Napoli-Atalanta 0-0. La qualificazione si decide nella gara di ritorno

Reti inviolate allo Stadio Diego Armando Maradona, con il Napoli che ha eretto un muro davanti a Ospina (tra i migliori in campo) mentre l’Atalanta non si è affatto risparmiata ma poteva fare meglio. Nel ritorno le due formazioni dovranno per forza osare per conquistare la finale

NAPOLI (3-4-3): Ospina; Manolas, Maksimovic, Koulibaly; Di Lorenzo, Demme (21′ s.t. Elmas), Bakayoko, Hysaj; Politano (21′ s.t. Petagna), Lozano (37′ s.t. Osimhen), Insigne (24′ s.t. Zielinski). All. Gattuso.

ATALANTA (3-4-1-2): Gollini; Toloi, Romero, Djimsiti; Maehle, Freuler, De Roon, Gosens; Pessina (28′ s.t. Pasalic); Muriel (28′ s.t. Ilicic), Zapata (35′ s.t. Lammers). All. Gasperini.

ARBITRO: Fabbri di Ravenna

Termina 0-0 la semifinale di andata di Coppa Italia tra Napoli e Atalanta. Si deciderà tutto a Bergamo nella gara di ritorno, 90 minuti che diranno chi andrà in finale a sfidare una tra Inter e Juve. Gli Azzurri hanno pensato soprattutto a non prendere gol con un vero e proprio catenaccio. Atteggiamento iperdifensivo quindi, con l’Atalanta a fare la gara e il Napoli rintanato nella propria metà campo. La Dea è stata pericolosa in diverse occasioni, almeno tre quelle nitide sulle quali Ospina è dovuto intervenire. La sensazione è che i bergamaschi se la sarebbero potuta giocare meglio, con il senno di poi Ilicic dal primo minuto avrebbe potuto creare molte più difficoltà a Insigne e compagni. L’atteggiamento del Napoli però in parte delude, perché va bene il catenaccio per non prendere gol, ma a quel punto devi fare anche il contropiede. Non puoi solo difendere senza mai provare a colpire.

La formazione di Gattuso scende in campo con una inedita difesa a tre, in parte già intravista nel finale della gara di campionato con il Parma, quando i ducali avevano messo sotto il Napoli e davano la sensazione di poter pareggiare la gara (poi vinta dagli Azzurri per 2-0, ndr). In mediana oltre a Demme e Bakayoko ci sono gli esterni Di Lorenzo e Hysaj pronti ad abbassarsi in fase di non possesso. In attacco Politano e Insigne a supporto di Lozano punta centrale. L’Atalanta invece scende in campo con il solito modulo 3-4-1-2, non c’è Ilicic dai primi minuti. Lo sloveno entrerà in campo solo nel finale del secondo tempo, creando più di qualche preoccupazione alla retroguardia degli Azzurri. La formazione di Gattuso fatica a costruire e si rende pericolosa solo una volta nella prima frazione di gioco con un tiro dalla distanza di Lorenzo Insigne, il portiere dell’Atalanta si rifugia in angolo. L’Atalanta risponde con Muriel su calcio di punizione, Ospina salva. Poco dopo l’estremo difensore del Napoli deve ripetersi su Pessina, lanciato in profondita da Muriel.

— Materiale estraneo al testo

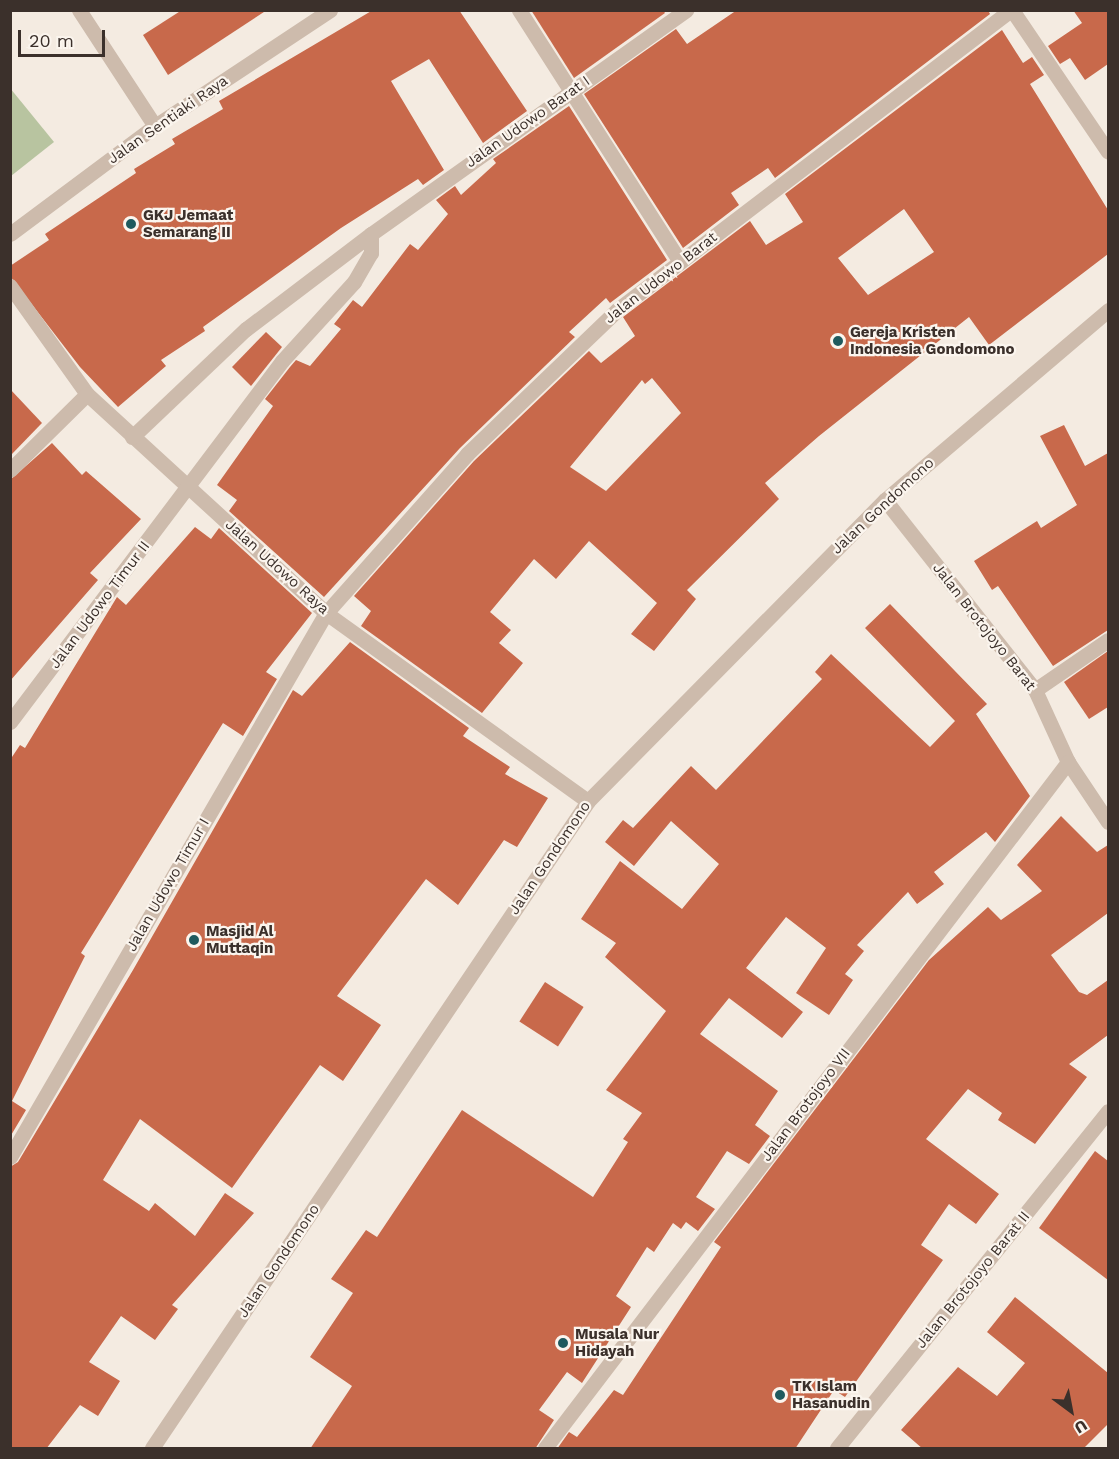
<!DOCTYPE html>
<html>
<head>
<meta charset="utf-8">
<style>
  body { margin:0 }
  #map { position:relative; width:1119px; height:1459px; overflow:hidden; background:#f4ebe1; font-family:"Work Sans",sans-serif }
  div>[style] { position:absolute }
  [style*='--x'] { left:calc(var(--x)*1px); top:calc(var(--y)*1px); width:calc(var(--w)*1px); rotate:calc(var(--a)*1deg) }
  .green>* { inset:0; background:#b8c4a0 }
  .building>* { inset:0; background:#c8694b; transform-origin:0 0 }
  .minor>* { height:15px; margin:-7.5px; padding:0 7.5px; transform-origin:7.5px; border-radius:7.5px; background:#cdbbac }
  .dots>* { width:16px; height:16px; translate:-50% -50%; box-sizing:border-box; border:3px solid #fbf5ee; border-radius:50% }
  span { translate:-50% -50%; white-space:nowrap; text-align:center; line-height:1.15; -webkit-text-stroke:4.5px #fbf5ee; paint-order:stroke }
  .street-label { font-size:15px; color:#3b302b }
  .poi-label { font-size:15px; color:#3b302b; font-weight:700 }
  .left { translate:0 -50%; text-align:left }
  .frame { position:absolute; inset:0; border:12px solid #3b302b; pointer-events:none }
  .north { position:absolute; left:1041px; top:1381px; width:60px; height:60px; -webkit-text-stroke:4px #fbf5ee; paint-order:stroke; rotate:148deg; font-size:16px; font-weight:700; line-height:24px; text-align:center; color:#3b302b }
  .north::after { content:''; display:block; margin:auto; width:21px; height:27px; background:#3b302b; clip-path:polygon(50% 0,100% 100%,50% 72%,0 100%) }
  .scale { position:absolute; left:18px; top:30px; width:87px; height:27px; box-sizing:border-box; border:3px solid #3b302b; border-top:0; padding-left:8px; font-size:18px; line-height:21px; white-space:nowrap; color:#3b302b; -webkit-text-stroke:4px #fbf5ee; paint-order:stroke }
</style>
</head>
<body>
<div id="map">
  <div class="green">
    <div style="clip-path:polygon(10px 88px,54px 142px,11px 176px,10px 176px)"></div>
  </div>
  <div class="building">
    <div style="clip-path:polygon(182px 10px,267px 10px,168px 75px,143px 35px)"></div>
    <div style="clip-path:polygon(373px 10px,459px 10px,527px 111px,483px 143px,429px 59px,391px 81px,444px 170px,423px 185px,418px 179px,341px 228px,203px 327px,205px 331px,161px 360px,166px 366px,118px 407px,80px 367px,10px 276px,10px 266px,49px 240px,45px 234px,136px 173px,134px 169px,175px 144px,172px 139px,223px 109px,219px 101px)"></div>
    <div style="clip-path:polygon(531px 10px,663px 10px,665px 13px,574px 78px)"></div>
    <div style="clip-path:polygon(737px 10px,988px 10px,990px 14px,775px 178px,768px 168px,731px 193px,739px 205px,683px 248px,584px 94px,676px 29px,687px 44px)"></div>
    <div style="clip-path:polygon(1073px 10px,1108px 10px,1108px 64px,1085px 80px,1070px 58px,1060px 64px,1048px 46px,1082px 23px)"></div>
    <div style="clip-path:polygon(evenodd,1002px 30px,1023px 63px,1032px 57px,1044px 75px,1030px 84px,1108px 210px,1108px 254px,989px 345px,969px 317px,819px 436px,765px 483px,779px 499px,687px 590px,696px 599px,654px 651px,631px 634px,657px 603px,589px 541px,556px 579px,534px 559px,490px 612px,511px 630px,499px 643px,523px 663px,482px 713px,361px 626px,371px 611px,354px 596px,474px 461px,589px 351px,601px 363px,635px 336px,623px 317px,750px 221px,766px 245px,803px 222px,785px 194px,1002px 30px,904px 209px,934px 252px,868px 295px,838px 258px,904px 209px,1002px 30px,652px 378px,681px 413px,606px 491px,570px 467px,642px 380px,645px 384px,652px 378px)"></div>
    <div style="clip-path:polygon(569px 106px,667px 260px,610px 303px,606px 298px,569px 332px,575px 337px,460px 448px,324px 597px,229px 511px,237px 500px,217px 485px,273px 406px,265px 399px,290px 367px,296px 360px,310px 366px,341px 329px,334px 324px,353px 300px,362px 307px,410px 244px,418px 250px,448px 214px,436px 200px,455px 186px,461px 195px,496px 163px,493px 159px)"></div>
    <div style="clip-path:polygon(266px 332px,282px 347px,251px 386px,232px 367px)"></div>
    <div style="clip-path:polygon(10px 389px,42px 423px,10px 456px)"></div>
    <div style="clip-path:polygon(1064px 425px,1085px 466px,1108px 453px,1108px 630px,1053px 666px,998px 586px,992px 590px,974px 561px,1037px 521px,1041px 528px,1077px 505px,1040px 436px)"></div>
    <div style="clip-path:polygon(52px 443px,82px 475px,86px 471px,141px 519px,90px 573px,98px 580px,10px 681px,10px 480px)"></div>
    <div style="clip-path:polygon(195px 527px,211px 539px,219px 528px,312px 613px,266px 672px,277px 679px,243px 736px,223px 723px,81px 953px,85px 956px,12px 1101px,26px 1110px,10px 1137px,10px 760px,20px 745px,25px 748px,117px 597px,126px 605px)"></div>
    <div style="clip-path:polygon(890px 604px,987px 704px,976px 714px,1030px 796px,995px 842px,986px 832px,934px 872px,944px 884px,917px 904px,908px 892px,857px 945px,864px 951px,845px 974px,853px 980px,829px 1015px,796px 993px,826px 948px,786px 917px,746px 968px,803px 1012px,782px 1038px,729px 998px,700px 1034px,778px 1091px,755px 1125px,770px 1136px,749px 1164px,727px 1151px,696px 1197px,715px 1209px,698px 1231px,686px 1222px,681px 1229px,673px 1223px,654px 1252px,647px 1247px,616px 1296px,631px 1307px,582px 1383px,567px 1372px,539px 1410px,554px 1420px,535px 1449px,310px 1449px,352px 1386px,310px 1357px,353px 1293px,331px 1279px,366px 1230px,377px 1237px,462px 1110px,593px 1197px,628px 1142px,623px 1139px,642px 1113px,606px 1090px,666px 1011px,605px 957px,616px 943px,581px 919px,620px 861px,682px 909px,719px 864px,671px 821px,634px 866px,605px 842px,623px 820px,633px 828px,691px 766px,716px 790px,822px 679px,815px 672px,831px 654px,930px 747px,955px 721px,865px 628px)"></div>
    <div style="clip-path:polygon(350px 642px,469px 728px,463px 736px,510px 767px,505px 774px,548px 798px,517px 847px,504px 840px,458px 905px,426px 879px,337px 996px,381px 1025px,343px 1081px,320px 1065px,232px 1188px,140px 1119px,103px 1180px,149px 1211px,155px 1203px,195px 1236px,225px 1193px,254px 1213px,172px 1305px,178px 1309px,155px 1340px,121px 1316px,89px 1362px,120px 1381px,98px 1416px,80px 1405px,46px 1449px,10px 1449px,10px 1167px,18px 1162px,133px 970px,293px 690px,302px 696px)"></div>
    <div style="clip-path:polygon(1108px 651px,1108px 707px,1089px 719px,1064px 682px)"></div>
    <div style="clip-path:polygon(1061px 816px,1097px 852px,1108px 845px,1108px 913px,1051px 955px,1079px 992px,1087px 995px,1108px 980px,1108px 1035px,1069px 1064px,1087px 1077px,1035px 1144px,998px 1120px,1002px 1113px,968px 1089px,926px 1139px,999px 1194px,976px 1224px,949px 1204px,921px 1245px,943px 1260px,845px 1397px,834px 1390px,795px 1449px,557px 1449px,569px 1432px,577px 1437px,614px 1390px,623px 1395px,721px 1247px,714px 1242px,929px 960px,988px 907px,1001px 920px,1042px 891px,1017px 865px)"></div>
    <div style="left:545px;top:982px;width:46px;height:47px;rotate:33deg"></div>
    <div style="clip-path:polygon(1095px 1151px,1108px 1161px,1108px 1280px,1039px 1228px)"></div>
    <div style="clip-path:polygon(1015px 1297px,1108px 1373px,1108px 1424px,1083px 1449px,923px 1449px,901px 1430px,958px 1367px,997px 1396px,1025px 1363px,987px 1332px)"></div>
  </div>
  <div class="minor">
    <div style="--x:79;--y:10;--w:139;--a:56.8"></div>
    <div style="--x:519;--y:10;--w:299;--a:57.4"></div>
    <div style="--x:1012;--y:10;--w:171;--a:55.9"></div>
    <div style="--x:10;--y:234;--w:181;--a:-36.7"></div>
    <div style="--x:155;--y:126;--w:210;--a:-33.5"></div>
    <div style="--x:10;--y:286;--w:133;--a:54.5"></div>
    <div style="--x:87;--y:394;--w:324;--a:42.5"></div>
    <div style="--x:326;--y:613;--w:322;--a:35.7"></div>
    <div style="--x:132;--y:437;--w:157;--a:-43.5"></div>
    <div style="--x:246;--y:329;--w:157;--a:-37.2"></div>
    <div style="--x:10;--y:470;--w:108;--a:-44.6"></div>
    <div style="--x:885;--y:500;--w:242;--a:51.7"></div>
    <div style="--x:1035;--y:690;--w:79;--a:65.4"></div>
    <div style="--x:1068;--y:762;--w:72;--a:56.3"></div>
    <div style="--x:1035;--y:690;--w:88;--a:-34.4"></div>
    <div style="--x:10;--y:722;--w:452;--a:-53"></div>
    <div style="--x:282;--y:361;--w:107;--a:-47.7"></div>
    <div style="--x:354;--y:282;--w:34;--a:-60"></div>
    <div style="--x:371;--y:253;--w:19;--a:-90"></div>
    <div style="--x:371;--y:234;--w:387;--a:-35.4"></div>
    <div style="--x:10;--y:1157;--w:629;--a:-59.85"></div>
    <div style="--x:326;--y:613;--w:213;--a:-48.4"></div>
    <div style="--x:467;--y:454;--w:208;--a:-43.8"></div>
    <div style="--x:617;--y:310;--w:495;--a:-37.3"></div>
    <div style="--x:152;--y:1448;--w:780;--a:-56.02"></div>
    <div style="--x:588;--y:801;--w:423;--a:-45.4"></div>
    <div style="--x:885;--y:500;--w:293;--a:-40.4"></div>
    <div style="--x:545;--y:1448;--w:863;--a:-52.68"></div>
    <div style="--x:837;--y:1448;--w:432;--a:-51.2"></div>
  </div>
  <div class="dots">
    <div style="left:131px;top:224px;background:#1f5a5e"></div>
    <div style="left:838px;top:341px;background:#1f5a5e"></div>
    <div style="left:194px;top:940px;background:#1f5a5e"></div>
    <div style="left:563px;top:1343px;background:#1f5a5e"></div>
    <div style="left:780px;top:1395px;background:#1f5a5e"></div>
  </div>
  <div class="street-label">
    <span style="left:168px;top:120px;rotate:-35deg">Jalan Sentiaki Raya</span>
    <span style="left:528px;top:122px;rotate:-35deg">Jalan Udowo Barat I</span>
    <span style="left:661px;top:278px;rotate:-38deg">Jalan Udowo Barat</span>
    <span style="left:883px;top:506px;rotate:-43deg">Jalan Gondomono</span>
    <span style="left:277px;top:567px;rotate:42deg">Jalan Udowo Raya</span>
    <span style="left:100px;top:605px;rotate:-53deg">Jalan Udowo Timur II</span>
    <span style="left:984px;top:627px;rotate:52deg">Jalan Brotojoyo Barat</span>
    <span style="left:550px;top:858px;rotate:-56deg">Jalan Gondomono</span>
    <span style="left:168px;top:885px;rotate:-60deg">Jalan Udowo Timur I</span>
    <span style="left:806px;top:1105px;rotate:-53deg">Jalan Brotojoyo VII</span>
    <span style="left:279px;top:1261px;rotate:-56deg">Jalan Gondomono</span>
    <span style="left:973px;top:1280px;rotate:-51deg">Jalan Brotojoyo Barat II</span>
  </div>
  <div class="poi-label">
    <span class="left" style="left:143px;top:224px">GKJ Jemaat<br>Semarang II</span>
    <span class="left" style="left:850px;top:341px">Gereja Kristen<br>Indonesia Gondomono</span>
    <span class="left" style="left:206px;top:940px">Masjid Al<br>Muttaqin</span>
    <span class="left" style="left:575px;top:1343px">Musala Nur<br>Hidayah</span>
    <span class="left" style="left:792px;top:1395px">TK Islam<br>Hasanudin</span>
  </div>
  <div class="frame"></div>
  <div class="north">U</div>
  <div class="scale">20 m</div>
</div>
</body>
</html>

La Dea ha l’occasione forse migliore con Toloi, conclusione fuori dai pali da parte del difensore. nel finale di primo tempo si rivede il Napoli in attacco, ci prova Demme ma il suo diagonale è deviato in angolo.

Nella ripresa lo spartito non cambia, con l’Atalanta ancora a fare la partita. Ospina è costretto a salvare prima su Muriel e poi su Zapata. Gli Azzurri perdono Demme, costretto a uscire dal campo dopo una forte pallonata alla testa. Gattuso inserisce Elmas al suo posto e Petagna (esce Politano) al centro dell’attacco. Poi entra Zielinski al posto di Insigne. Nell’Atalanta Gasperini fa entrare Ilicic, che inizia subito a creare qualche grattacapo agli Azzurri. Dopo Petagna neanche la carta Osimhen è utile a far salire la formazione di Gattuso, che è costretta fino alla fine a difendersi dagli attacchi della Dea. Finisce 0-0, qualificazione in bilico che si deciderà nel ritorno a Bergamo.